● MATERIAL SHOWN
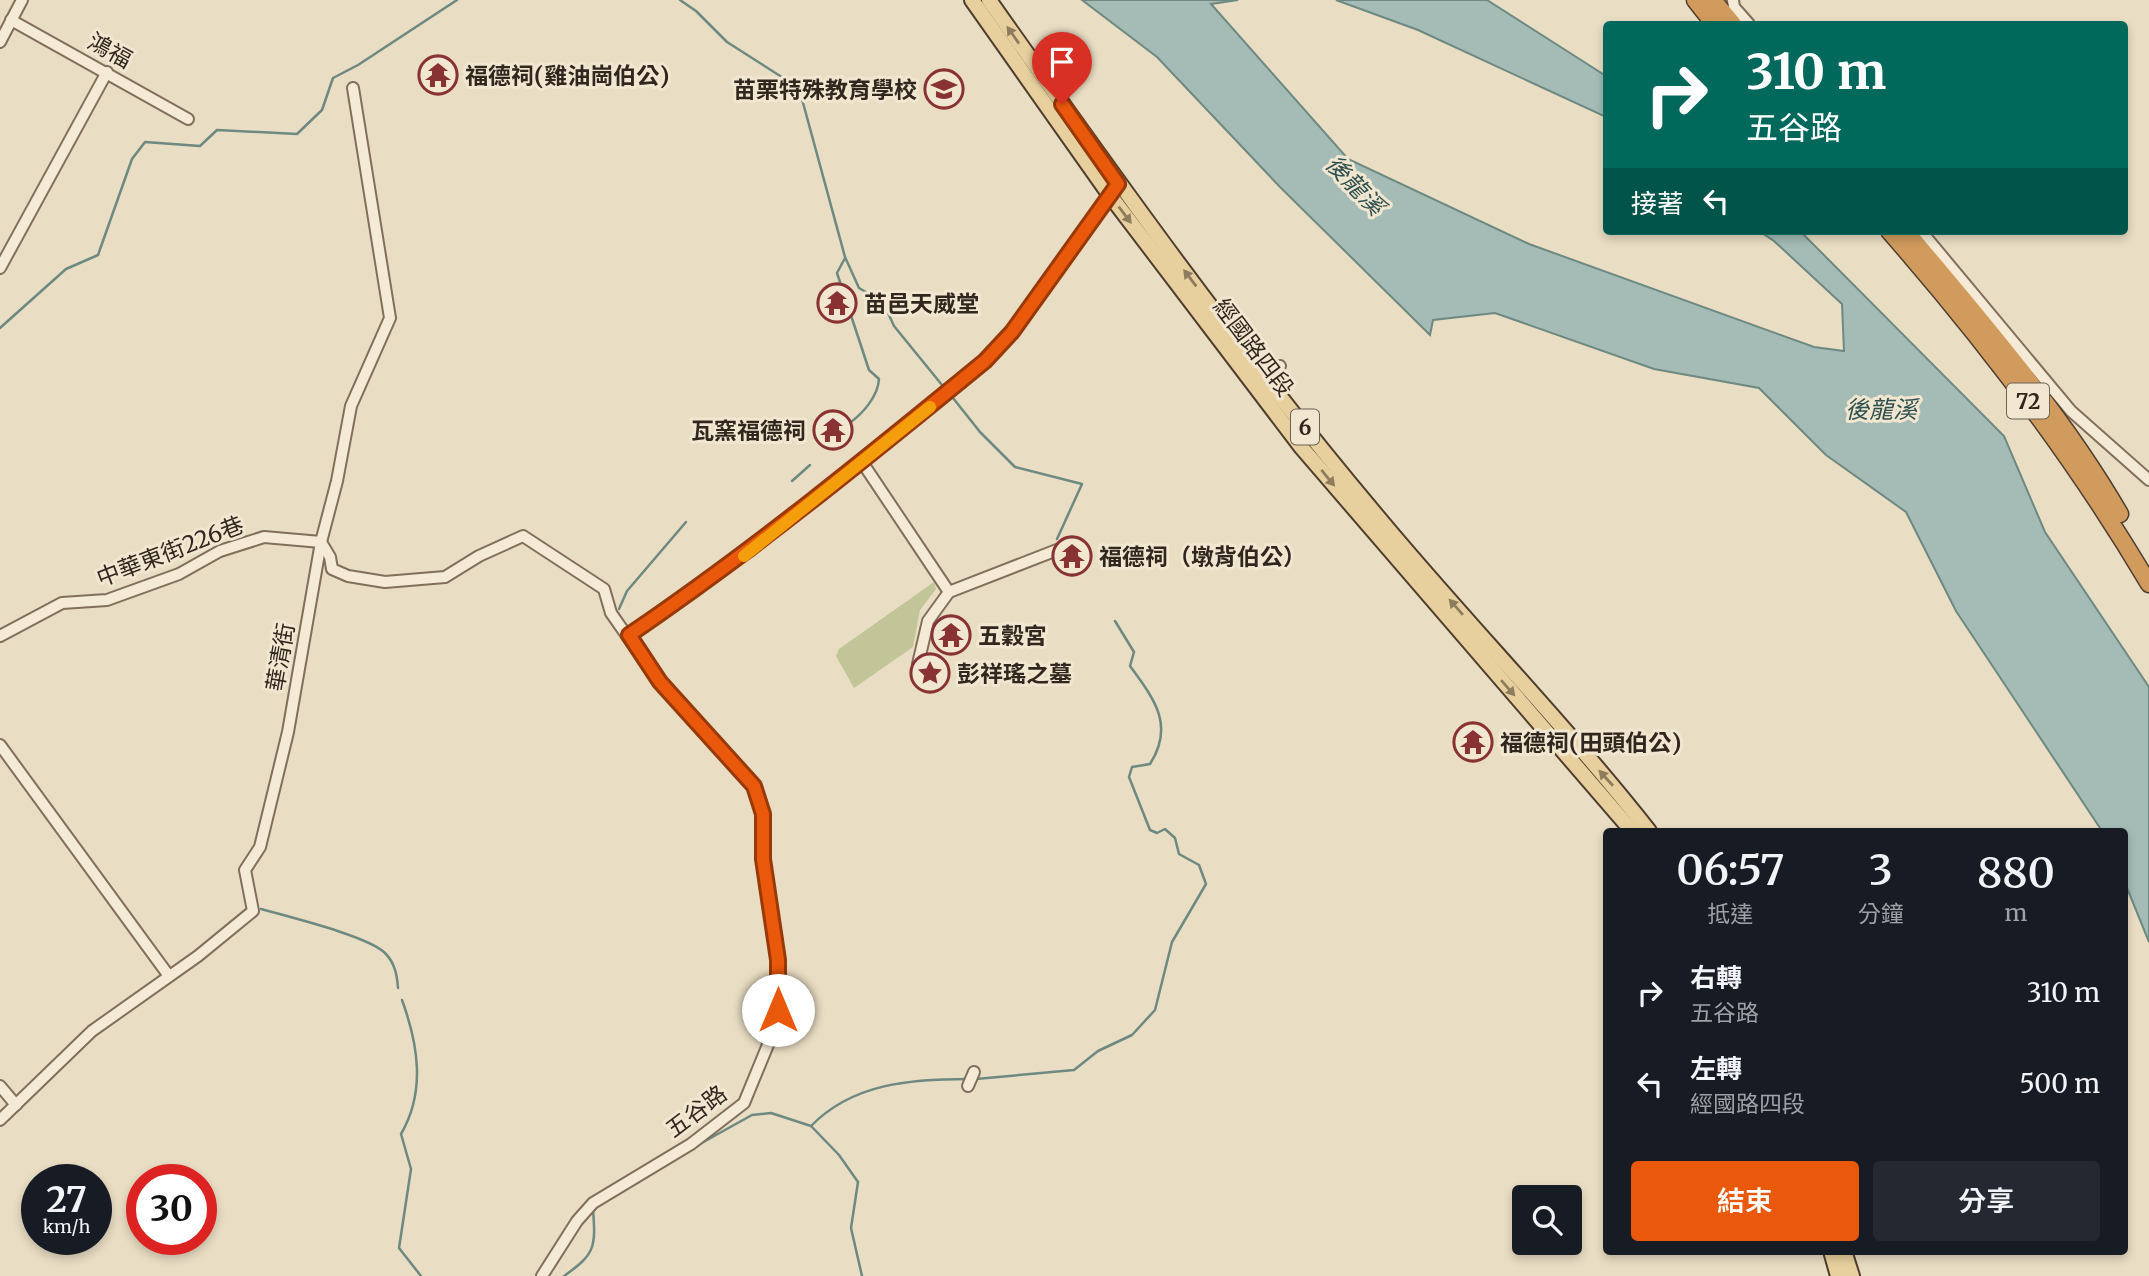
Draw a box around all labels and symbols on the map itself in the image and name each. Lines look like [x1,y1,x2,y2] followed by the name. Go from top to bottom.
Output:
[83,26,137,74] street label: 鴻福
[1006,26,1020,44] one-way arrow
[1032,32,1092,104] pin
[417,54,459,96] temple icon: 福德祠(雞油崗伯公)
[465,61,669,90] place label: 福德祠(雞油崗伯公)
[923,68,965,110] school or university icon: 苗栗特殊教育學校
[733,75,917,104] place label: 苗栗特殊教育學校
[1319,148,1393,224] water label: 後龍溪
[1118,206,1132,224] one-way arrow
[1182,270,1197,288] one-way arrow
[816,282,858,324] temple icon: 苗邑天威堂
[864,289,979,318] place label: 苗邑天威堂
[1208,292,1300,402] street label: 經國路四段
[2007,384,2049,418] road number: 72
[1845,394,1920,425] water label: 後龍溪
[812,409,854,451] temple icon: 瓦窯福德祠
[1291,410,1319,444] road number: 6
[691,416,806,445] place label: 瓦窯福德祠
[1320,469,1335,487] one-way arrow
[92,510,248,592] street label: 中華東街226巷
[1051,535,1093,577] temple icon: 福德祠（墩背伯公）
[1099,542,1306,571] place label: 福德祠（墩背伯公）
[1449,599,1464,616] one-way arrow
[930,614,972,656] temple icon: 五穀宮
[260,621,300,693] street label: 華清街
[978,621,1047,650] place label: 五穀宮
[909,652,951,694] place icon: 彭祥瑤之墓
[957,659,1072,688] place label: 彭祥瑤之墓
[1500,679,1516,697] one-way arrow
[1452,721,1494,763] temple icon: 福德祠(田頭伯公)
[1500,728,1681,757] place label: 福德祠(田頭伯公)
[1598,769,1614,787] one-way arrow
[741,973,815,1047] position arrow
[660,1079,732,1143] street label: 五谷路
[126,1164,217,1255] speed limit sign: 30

● TASK TO CARRY OUT
Make an exact copy of the listing above. Do not include the pictures.

● SOLUTION TO THE PROBLEM
Draw a box around all labels and symbols on the map itself in the image and name each. Lines look like [x1,y1,x2,y2] followed by the name. Go from top to bottom.
Output:
[83,26,137,74] street label: 鴻福
[1006,26,1020,44] one-way arrow
[1032,32,1092,104] pin
[417,54,459,96] temple icon: 福德祠(雞油崗伯公)
[465,61,669,90] place label: 福德祠(雞油崗伯公)
[923,68,965,110] school or university icon: 苗栗特殊教育學校
[733,75,917,104] place label: 苗栗特殊教育學校
[1319,148,1393,224] water label: 後龍溪
[1118,206,1132,224] one-way arrow
[1182,270,1197,288] one-way arrow
[816,282,858,324] temple icon: 苗邑天威堂
[864,289,979,318] place label: 苗邑天威堂
[1208,292,1300,402] street label: 經國路四段
[2007,384,2049,418] road number: 72
[1845,394,1920,425] water label: 後龍溪
[812,409,854,451] temple icon: 瓦窯福德祠
[1291,410,1319,444] road number: 6
[691,416,806,445] place label: 瓦窯福德祠
[1320,469,1335,487] one-way arrow
[92,510,248,592] street label: 中華東街226巷
[1051,535,1093,577] temple icon: 福德祠（墩背伯公）
[1099,542,1306,571] place label: 福德祠（墩背伯公）
[1449,599,1464,616] one-way arrow
[930,614,972,656] temple icon: 五穀宮
[260,621,300,693] street label: 華清街
[978,621,1047,650] place label: 五穀宮
[909,652,951,694] place icon: 彭祥瑤之墓
[957,659,1072,688] place label: 彭祥瑤之墓
[1500,679,1516,697] one-way arrow
[1452,721,1494,763] temple icon: 福德祠(田頭伯公)
[1500,728,1681,757] place label: 福德祠(田頭伯公)
[1598,769,1614,787] one-way arrow
[741,973,815,1047] position arrow
[660,1079,732,1143] street label: 五谷路
[126,1164,217,1255] speed limit sign: 30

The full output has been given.